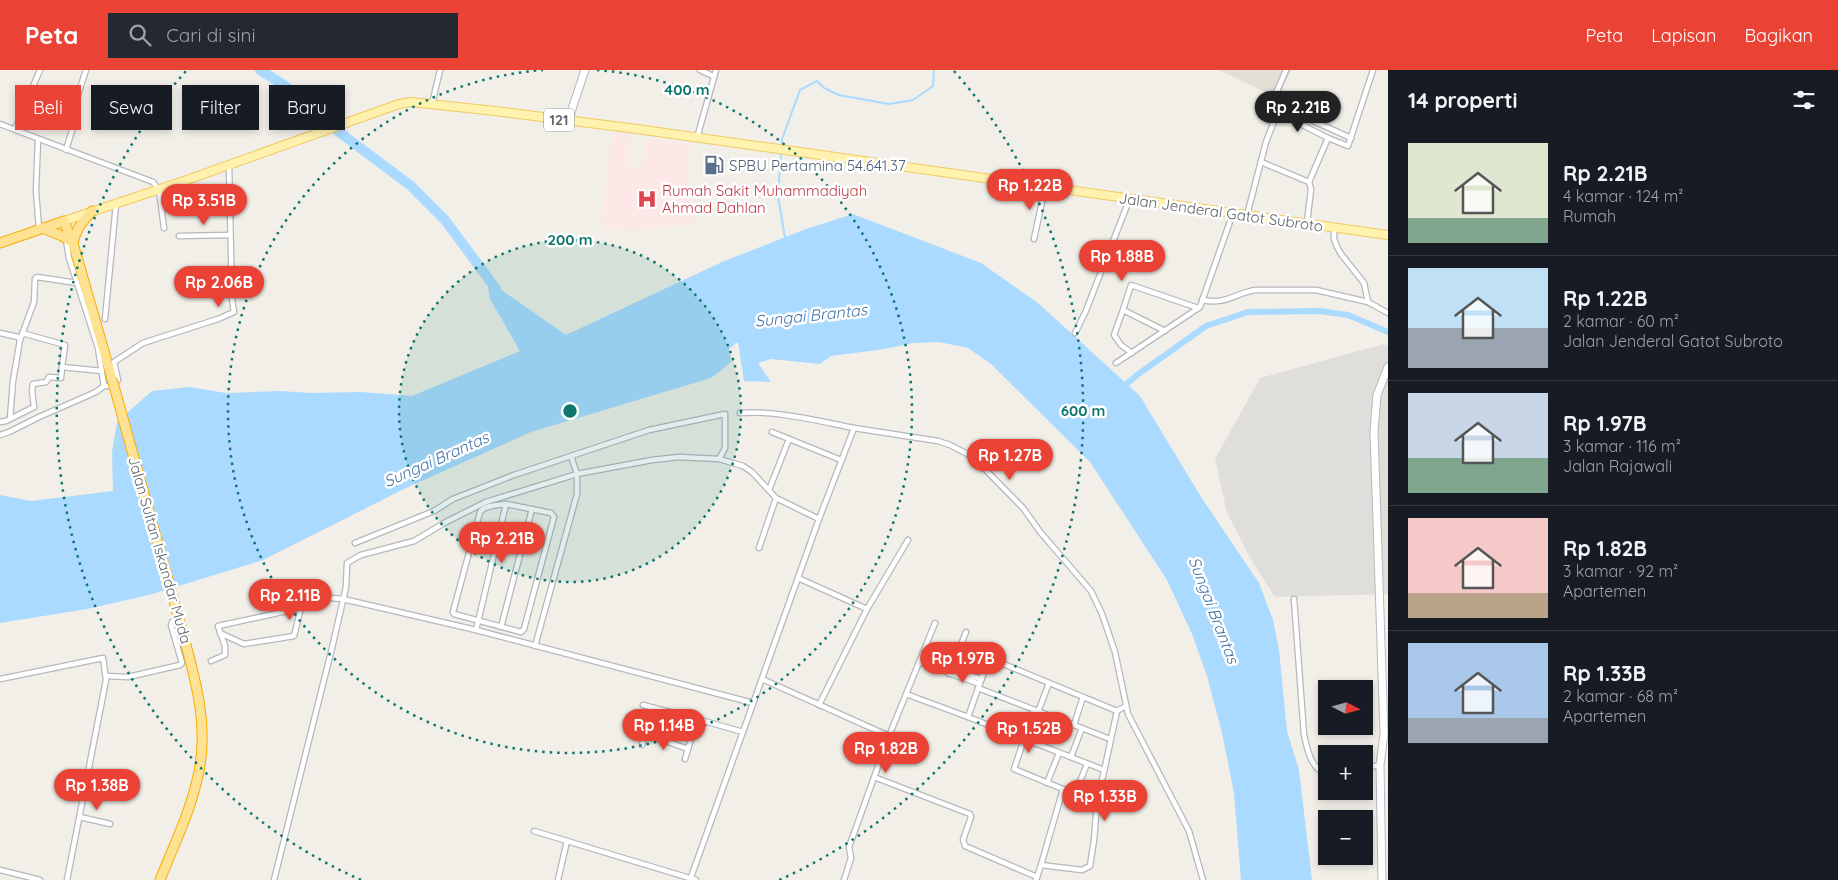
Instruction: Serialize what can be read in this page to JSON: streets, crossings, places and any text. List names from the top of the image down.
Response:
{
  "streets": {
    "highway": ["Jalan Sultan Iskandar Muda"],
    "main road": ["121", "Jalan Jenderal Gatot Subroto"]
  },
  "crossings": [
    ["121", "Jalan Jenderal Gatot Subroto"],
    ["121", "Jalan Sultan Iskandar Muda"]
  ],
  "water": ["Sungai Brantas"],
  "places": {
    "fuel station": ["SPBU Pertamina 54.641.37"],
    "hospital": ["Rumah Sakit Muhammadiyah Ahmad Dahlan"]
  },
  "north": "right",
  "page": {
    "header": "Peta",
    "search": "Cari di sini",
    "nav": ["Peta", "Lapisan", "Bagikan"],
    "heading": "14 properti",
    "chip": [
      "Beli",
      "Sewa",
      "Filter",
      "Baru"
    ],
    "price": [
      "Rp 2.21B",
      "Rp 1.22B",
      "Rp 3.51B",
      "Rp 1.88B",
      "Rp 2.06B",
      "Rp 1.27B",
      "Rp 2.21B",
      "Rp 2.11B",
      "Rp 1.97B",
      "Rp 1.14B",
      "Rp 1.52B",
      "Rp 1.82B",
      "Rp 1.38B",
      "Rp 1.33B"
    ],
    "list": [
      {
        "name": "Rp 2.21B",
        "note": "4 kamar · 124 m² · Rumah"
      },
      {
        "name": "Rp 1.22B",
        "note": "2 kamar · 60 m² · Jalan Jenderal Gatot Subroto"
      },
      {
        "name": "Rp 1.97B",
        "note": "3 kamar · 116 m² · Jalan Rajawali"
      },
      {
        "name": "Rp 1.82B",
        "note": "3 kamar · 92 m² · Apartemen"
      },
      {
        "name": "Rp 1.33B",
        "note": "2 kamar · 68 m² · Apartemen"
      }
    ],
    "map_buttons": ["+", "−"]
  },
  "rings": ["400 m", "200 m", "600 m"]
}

■ Task description: Return the records above verbatim, leaving out images.

■ Written solution:
Instruction: Serialize what can be read in this page to JSON: streets, crossings, places and any text. List names from the top of the image down.
Response:
{
  "streets": {
    "highway": ["Jalan Sultan Iskandar Muda"],
    "main road": ["121", "Jalan Jenderal Gatot Subroto"]
  },
  "crossings": [
    ["121", "Jalan Jenderal Gatot Subroto"],
    ["121", "Jalan Sultan Iskandar Muda"]
  ],
  "water": ["Sungai Brantas"],
  "places": {
    "fuel station": ["SPBU Pertamina 54.641.37"],
    "hospital": ["Rumah Sakit Muhammadiyah Ahmad Dahlan"]
  },
  "north": "right",
  "page": {
    "header": "Peta",
    "search": "Cari di sini",
    "nav": ["Peta", "Lapisan", "Bagikan"],
    "heading": "14 properti",
    "chip": [
      "Beli",
      "Sewa",
      "Filter",
      "Baru"
    ],
    "price": [
      "Rp 2.21B",
      "Rp 1.22B",
      "Rp 3.51B",
      "Rp 1.88B",
      "Rp 2.06B",
      "Rp 1.27B",
      "Rp 2.21B",
      "Rp 2.11B",
      "Rp 1.97B",
      "Rp 1.14B",
      "Rp 1.52B",
      "Rp 1.82B",
      "Rp 1.38B",
      "Rp 1.33B"
    ],
    "list": [
      {
        "name": "Rp 2.21B",
        "note": "4 kamar · 124 m² · Rumah"
      },
      {
        "name": "Rp 1.22B",
        "note": "2 kamar · 60 m² · Jalan Jenderal Gatot Subroto"
      },
      {
        "name": "Rp 1.97B",
        "note": "3 kamar · 116 m² · Jalan Rajawali"
      },
      {
        "name": "Rp 1.82B",
        "note": "3 kamar · 92 m² · Apartemen"
      },
      {
        "name": "Rp 1.33B",
        "note": "2 kamar · 68 m² · Apartemen"
      }
    ],
    "map_buttons": ["+", "−"]
  },
  "rings": ["400 m", "200 m", "600 m"]
}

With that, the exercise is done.